### Exercise goal
Note each line in the data holding the string "image" and report it.

### Records for this exercise
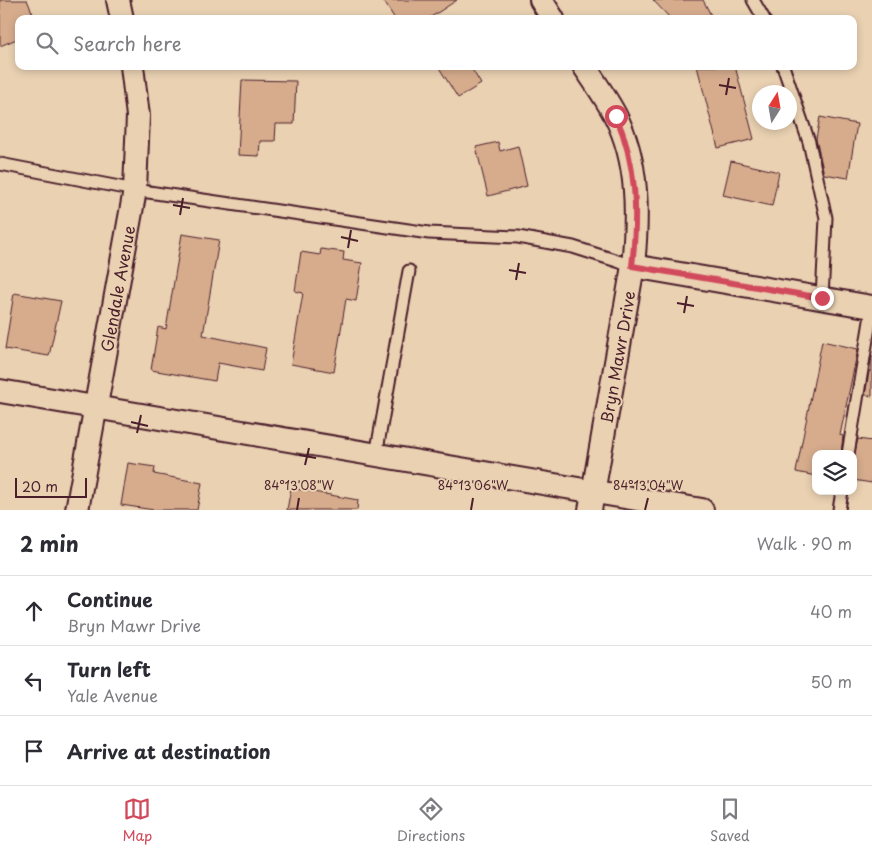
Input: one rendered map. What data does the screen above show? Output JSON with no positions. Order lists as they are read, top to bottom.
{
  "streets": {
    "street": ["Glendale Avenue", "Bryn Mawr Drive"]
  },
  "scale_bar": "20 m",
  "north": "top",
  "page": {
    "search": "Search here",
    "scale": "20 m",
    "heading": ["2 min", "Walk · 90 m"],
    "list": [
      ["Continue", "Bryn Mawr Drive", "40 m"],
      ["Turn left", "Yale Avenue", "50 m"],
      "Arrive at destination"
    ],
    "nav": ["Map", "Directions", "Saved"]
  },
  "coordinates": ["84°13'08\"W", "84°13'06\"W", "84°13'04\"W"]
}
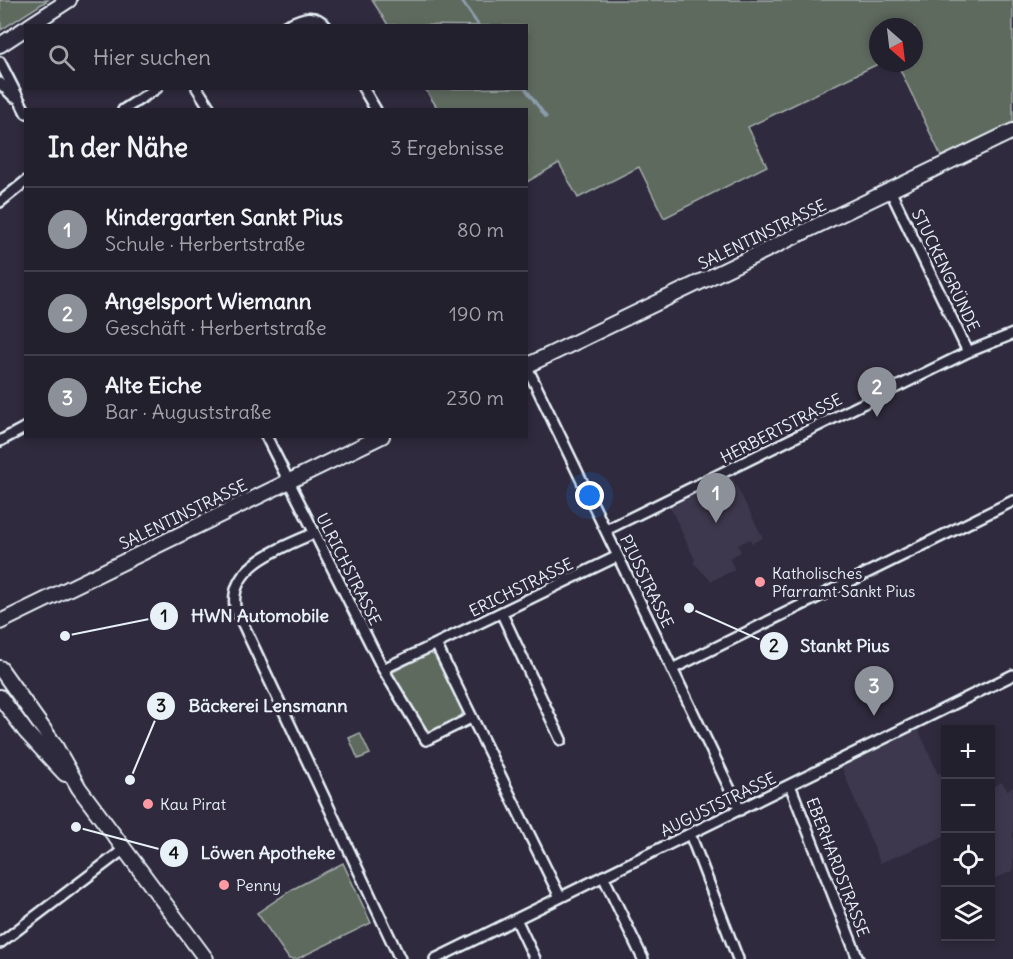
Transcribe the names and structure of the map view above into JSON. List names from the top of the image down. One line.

--

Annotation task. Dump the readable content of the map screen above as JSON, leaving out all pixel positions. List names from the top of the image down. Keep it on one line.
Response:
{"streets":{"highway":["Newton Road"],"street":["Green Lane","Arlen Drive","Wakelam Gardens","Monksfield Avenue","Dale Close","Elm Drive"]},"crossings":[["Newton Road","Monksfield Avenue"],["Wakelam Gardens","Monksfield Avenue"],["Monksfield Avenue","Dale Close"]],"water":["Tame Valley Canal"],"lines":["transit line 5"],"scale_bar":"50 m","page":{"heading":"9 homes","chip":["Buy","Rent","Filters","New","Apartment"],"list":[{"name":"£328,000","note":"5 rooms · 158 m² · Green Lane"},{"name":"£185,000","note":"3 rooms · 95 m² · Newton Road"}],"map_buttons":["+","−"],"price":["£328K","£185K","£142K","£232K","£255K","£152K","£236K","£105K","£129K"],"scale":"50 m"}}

### Task output
Transcribe the names and structure of the map view above into JSON. List names from the top of the image down. One line.
Annotation task. Dump the readable content of the map screen above as JSON, leaving out all pixel positions. List names from the top of the image down. Keep it on one line.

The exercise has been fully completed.